Apache Iceberg is an open table format designed for huge analytic datasets, offering snapshot isolation, partition evolution, and hidden partitioning.

Key Differences from Delta Lake

Feature	Delta Lake	Iceberg
Format	Parquet + transaction log	Open spec (Parquet, Avro, ORC)
Partition Evolution	Manual	Automatic, hidden
Catalog Integration	Hive Metastore	REST, JDBC, Hive, Glue, Nessie
Engine Support	Spark, Flink, Hive, Trino	Spark, Flink, Trino, Presto, Hive, Dremio
File Layout	Transaction log in _delta_log	Manifest files + metadata

-- Iceberg DDL: partition evolution without rewriting
CREATE TABLE iceberg.analytics.page_views (
    user_id STRING,
    page STRING,
    view_time TIMESTAMP
)
USING iceberg
PARTITIONED BY (days(view_time));

-- Later: evolve partitioning without rewriting data
ALTER TABLE iceberg.analytics.page_views
SET PARTITION TRANSFORM (bucket(16, user_id));

# Simulating Iceberg's manifest-based architecture
class IcebergTable:
    def __init__(self, name):
        self.name = name
        self._metadata = {
            "format-version": 2,
            "table-uuid": "abc-123",
            "location": f"/data/iceberg/{name}",
            "current-snapshot-id": 0,
            "snapshots": [],
        }

    def append(self, data_files):
        """Simulate an Iceberg append creating a new snapshot."""
        snapshot_id = self._metadata["current-snapshot-id"] + 1
        manifest = {
            "snapshot-id": snapshot_id,
            "timestamp-ms": 1750444800000,
            "manifests": [f"{f}.avro" for f in data_files],
            "summary": {"total-records": len(data_files) * 100},
        }
        self._metadata["snapshots"].append(manifest)
        self._metadata["current-snapshot-id"] = snapshot_id
        print(f"[Iceberg] Snapshot {snapshot_id}: {len(data_files)} data files")
        return snapshot_id

    def query_snapshot(self, snapshot_id=None):
        """Query data from a snapshot."""
        sid = snapshot_id or self._metadata["current-snapshot-id"]
        manifests = [s["manifests"] for s in self._metadata["snapshots"]
                     if s["snapshot-id"] == sid]
        print(f"[Iceberg] Reading snapshot {sid}: {manifests}")
        return manifests

iceberg = IcebergTable("clickstream")
iceberg.append(["file1.parquet", "file2.parquet"])
iceberg.append(["file3.parquet"])
iceberg.query_snapshot(1)

Expected output:

[Iceberg] Snapshot 1: 2 data files
[Iceberg] Snapshot 2: 1 data files
[Iceberg] Reading snapshot 1: [['file1.parquet', 'file2.parquet']]

Apache Hudi

Apache Hudi (Hadoop Upserts Deletes and Incrementals) specializes in low-latency upserts and incremental data processing on the data lake.

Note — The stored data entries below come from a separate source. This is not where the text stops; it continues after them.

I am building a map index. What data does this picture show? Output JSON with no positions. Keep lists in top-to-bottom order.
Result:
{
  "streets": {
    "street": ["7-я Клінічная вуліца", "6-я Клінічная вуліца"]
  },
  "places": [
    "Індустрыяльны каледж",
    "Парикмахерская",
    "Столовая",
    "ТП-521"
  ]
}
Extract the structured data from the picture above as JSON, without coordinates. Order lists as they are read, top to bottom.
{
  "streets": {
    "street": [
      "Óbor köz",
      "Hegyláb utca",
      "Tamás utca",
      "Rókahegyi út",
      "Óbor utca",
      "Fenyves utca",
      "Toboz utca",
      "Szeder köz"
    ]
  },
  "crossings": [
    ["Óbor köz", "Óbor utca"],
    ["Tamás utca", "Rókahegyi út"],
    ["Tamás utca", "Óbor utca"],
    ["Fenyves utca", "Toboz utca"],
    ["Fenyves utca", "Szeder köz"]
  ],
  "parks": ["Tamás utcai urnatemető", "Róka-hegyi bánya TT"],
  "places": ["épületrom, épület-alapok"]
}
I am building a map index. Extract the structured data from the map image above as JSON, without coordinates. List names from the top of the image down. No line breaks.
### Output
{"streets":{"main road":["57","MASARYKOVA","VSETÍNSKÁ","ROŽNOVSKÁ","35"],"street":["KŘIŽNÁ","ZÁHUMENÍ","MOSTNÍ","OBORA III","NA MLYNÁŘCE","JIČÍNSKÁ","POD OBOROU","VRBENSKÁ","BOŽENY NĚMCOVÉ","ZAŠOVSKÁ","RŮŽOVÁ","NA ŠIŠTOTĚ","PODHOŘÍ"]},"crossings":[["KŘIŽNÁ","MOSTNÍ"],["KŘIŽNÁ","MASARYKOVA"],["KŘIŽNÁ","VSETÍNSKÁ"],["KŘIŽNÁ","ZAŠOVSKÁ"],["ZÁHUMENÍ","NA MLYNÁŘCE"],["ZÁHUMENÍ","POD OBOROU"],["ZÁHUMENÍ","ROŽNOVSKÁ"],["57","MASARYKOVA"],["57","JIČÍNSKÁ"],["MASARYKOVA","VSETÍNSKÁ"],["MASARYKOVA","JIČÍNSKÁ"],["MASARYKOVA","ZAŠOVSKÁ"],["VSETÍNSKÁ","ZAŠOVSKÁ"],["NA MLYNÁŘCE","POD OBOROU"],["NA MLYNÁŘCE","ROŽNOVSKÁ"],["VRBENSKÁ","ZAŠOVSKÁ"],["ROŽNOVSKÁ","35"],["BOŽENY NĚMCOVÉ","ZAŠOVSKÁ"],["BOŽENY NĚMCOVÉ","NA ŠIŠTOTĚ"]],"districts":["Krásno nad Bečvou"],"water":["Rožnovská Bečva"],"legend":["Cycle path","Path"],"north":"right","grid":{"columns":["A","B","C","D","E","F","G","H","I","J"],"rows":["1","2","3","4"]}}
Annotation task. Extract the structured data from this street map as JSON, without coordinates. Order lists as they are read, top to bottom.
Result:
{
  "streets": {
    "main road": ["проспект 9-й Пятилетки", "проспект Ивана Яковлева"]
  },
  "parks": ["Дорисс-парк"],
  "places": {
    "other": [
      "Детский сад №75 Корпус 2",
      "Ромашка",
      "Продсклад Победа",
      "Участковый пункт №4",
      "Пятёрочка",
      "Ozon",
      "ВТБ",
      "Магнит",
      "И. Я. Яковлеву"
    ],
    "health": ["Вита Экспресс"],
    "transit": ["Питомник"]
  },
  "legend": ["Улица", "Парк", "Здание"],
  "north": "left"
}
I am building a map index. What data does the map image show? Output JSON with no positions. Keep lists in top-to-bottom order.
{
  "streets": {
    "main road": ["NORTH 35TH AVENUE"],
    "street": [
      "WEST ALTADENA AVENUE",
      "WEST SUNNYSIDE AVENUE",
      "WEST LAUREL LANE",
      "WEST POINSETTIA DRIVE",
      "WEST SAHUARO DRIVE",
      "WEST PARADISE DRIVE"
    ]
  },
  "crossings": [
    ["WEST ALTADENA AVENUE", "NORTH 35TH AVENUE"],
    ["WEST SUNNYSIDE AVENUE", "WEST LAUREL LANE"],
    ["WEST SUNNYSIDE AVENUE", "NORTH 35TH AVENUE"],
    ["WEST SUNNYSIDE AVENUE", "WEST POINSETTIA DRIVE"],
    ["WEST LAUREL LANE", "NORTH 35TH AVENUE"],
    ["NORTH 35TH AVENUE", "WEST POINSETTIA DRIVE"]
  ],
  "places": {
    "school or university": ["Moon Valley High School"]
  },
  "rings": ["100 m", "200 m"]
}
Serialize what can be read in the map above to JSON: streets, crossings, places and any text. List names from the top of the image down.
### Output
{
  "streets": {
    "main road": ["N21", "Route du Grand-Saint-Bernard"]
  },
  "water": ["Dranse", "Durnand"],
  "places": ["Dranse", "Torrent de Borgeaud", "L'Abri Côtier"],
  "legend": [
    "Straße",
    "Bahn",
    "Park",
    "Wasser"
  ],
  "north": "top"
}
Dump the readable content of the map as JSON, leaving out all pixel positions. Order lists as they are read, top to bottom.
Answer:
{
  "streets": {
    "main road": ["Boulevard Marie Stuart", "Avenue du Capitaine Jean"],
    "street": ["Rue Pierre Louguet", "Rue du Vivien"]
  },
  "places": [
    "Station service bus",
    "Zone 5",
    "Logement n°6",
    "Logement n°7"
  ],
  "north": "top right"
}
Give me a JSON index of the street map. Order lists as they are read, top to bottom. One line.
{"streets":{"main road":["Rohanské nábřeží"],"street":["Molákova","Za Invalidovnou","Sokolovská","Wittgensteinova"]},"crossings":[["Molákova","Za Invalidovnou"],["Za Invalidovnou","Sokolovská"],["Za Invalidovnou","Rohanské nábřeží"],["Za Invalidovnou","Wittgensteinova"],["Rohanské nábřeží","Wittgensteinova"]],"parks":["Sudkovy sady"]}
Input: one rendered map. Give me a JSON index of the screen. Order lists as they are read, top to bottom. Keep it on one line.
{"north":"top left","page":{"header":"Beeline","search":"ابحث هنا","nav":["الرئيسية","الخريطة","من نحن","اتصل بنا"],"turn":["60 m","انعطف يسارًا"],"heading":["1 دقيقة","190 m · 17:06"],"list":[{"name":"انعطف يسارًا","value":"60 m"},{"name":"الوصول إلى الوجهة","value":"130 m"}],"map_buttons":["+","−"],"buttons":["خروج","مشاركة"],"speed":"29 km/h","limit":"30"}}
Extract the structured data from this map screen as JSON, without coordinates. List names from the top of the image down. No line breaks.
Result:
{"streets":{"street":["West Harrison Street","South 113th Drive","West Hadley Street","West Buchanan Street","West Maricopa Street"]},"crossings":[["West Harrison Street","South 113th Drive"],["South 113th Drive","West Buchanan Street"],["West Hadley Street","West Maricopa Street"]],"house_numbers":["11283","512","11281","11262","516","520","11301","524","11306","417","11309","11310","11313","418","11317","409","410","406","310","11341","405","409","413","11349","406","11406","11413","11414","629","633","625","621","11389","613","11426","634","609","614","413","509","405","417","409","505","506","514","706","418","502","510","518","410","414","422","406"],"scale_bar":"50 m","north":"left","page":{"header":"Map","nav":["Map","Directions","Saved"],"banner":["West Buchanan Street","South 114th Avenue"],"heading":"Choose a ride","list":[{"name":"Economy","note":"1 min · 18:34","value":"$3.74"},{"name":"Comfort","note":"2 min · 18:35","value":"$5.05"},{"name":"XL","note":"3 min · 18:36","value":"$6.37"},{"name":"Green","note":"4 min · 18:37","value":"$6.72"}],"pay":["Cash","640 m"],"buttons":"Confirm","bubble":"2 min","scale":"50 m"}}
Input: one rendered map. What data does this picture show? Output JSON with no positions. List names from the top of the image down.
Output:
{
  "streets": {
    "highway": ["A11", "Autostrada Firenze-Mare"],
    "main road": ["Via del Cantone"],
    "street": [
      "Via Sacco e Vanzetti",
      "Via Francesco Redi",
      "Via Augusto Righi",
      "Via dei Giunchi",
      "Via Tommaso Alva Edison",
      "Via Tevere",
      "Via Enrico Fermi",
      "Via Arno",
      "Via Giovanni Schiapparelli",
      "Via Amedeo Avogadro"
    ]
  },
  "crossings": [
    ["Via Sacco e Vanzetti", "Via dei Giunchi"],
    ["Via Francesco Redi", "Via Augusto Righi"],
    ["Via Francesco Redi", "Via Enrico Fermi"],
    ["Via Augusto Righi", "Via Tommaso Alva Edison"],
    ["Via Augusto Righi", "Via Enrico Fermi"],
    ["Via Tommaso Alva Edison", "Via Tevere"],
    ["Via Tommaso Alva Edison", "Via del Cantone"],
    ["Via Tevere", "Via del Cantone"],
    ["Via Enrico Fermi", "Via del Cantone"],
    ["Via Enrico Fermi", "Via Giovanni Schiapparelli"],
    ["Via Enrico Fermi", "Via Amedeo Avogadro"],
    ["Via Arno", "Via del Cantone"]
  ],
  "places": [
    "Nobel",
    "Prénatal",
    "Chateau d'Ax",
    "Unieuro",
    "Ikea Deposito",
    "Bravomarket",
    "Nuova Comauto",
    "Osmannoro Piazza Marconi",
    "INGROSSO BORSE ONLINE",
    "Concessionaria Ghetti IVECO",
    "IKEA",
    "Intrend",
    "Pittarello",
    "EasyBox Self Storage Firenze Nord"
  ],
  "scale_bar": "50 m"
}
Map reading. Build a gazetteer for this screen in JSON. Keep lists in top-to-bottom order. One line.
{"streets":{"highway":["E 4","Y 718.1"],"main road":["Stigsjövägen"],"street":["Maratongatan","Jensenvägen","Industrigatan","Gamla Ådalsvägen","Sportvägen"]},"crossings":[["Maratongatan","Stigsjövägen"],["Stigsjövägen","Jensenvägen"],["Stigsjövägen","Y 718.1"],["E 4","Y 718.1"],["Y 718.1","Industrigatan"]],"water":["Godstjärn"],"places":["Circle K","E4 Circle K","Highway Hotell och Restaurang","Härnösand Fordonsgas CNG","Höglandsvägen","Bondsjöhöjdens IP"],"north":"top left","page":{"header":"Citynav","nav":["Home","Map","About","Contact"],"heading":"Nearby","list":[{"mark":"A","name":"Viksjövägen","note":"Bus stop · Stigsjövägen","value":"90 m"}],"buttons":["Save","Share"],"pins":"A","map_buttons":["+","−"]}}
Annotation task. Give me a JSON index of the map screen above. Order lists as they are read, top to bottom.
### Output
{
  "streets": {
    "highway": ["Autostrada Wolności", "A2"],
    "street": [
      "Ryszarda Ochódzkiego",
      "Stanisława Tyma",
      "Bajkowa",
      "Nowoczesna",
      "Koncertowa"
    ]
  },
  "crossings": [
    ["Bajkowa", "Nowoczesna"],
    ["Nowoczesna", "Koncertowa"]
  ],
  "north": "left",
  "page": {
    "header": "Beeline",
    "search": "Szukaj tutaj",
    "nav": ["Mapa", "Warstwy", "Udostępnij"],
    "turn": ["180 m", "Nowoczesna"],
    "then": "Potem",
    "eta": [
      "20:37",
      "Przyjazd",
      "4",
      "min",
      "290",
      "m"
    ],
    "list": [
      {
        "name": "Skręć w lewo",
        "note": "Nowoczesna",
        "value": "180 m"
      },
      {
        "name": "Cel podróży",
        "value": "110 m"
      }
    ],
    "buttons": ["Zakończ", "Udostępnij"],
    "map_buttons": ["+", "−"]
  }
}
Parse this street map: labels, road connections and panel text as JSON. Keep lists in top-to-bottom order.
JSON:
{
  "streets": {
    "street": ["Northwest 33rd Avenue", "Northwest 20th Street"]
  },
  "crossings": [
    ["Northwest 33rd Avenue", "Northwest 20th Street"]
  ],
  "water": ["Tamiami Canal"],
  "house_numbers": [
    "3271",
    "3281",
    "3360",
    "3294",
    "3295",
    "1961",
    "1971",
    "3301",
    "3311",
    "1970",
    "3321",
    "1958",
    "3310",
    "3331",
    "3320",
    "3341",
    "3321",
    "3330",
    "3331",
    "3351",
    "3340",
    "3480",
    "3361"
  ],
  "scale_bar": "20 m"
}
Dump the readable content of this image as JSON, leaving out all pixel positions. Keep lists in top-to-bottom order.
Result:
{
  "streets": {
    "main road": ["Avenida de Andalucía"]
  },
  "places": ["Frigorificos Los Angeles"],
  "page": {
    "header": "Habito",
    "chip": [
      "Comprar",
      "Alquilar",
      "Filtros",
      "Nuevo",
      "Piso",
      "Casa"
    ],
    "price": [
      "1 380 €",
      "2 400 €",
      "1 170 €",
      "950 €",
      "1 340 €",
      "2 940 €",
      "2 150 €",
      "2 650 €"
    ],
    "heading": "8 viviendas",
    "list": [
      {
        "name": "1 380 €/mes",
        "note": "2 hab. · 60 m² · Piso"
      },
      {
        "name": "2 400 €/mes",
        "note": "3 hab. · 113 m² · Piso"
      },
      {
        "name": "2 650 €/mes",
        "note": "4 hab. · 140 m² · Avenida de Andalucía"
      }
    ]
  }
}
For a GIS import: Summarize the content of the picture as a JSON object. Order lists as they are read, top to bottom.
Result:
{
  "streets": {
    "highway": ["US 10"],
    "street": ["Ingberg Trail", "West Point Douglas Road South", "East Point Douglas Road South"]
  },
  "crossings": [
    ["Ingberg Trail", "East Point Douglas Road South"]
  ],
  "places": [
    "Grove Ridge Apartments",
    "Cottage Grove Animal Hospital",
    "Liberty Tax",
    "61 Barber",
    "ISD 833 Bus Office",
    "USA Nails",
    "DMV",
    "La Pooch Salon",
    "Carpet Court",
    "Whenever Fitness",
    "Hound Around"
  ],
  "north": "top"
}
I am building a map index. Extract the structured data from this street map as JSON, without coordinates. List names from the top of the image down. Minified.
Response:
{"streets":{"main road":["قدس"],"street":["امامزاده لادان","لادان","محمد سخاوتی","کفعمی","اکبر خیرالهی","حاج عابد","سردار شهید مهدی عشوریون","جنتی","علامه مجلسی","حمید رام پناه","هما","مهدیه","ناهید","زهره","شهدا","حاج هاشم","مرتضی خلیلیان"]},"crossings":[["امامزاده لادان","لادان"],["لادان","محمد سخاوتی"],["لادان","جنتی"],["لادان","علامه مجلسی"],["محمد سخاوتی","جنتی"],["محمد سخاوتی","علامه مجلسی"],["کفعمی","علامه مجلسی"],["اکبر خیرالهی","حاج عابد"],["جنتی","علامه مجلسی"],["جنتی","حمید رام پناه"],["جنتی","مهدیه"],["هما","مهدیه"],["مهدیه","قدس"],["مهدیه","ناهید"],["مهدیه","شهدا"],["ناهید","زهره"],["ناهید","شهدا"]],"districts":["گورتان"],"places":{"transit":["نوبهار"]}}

-- Hudi DDL with record-level indexing
CREATE TABLE hudi.rides (
    ride_id STRING,
    driver_id STRING,
    fare DOUBLE,
    ride_time TIMESTAMP
)
USING hudi
OPTIONS (
    primaryKey = 'ride_id',
    preCombineField = 'ride_time',
    type = 'cow'  -- Copy-on-Write or Merge-on-Read
);

# Simulating Hudi upsert behavior
class HudiTable:
    def __init__(self, primary_key, table_type="cow"):
        self.primary_key = primary_key
        self.table_type = table_type
        self._records = {}
        self._commits = []

    def upsert(self, records):
        """Upsert: insert new or update existing records."""
        for record in records:
            key = record[self.primary_key]
            self._records[key] = record
        commit_time = f"commit_{len(self._commits) + 1}"
        self._commits.append({
            "commit": commit_time,
            "action": "upsert",
            "records": len(records),
        })
        print(f"[Hudi] {commit_time}: upsert {len(records)} records (table: {self.table_type})")

    def incremental_query(self, since_commit):
        """Read only records changed after a given commit."""
        changed = []
        for key, record in self._records.items():
            if len(self._commits) > since_commit:
                changed.append(record)
        print(f"[Hudi] Incremental since commit {since_commit}: {len(changed)} records")
        return changed

    def compaction(self):
        """Merge-on-Read tables need compaction."""
        if self.table_type == "mor":
            print(f"[Hudi] Compaction completed: merged log files")
        else:
            print(f"[Hudi] Copy-on-Write: no compaction needed")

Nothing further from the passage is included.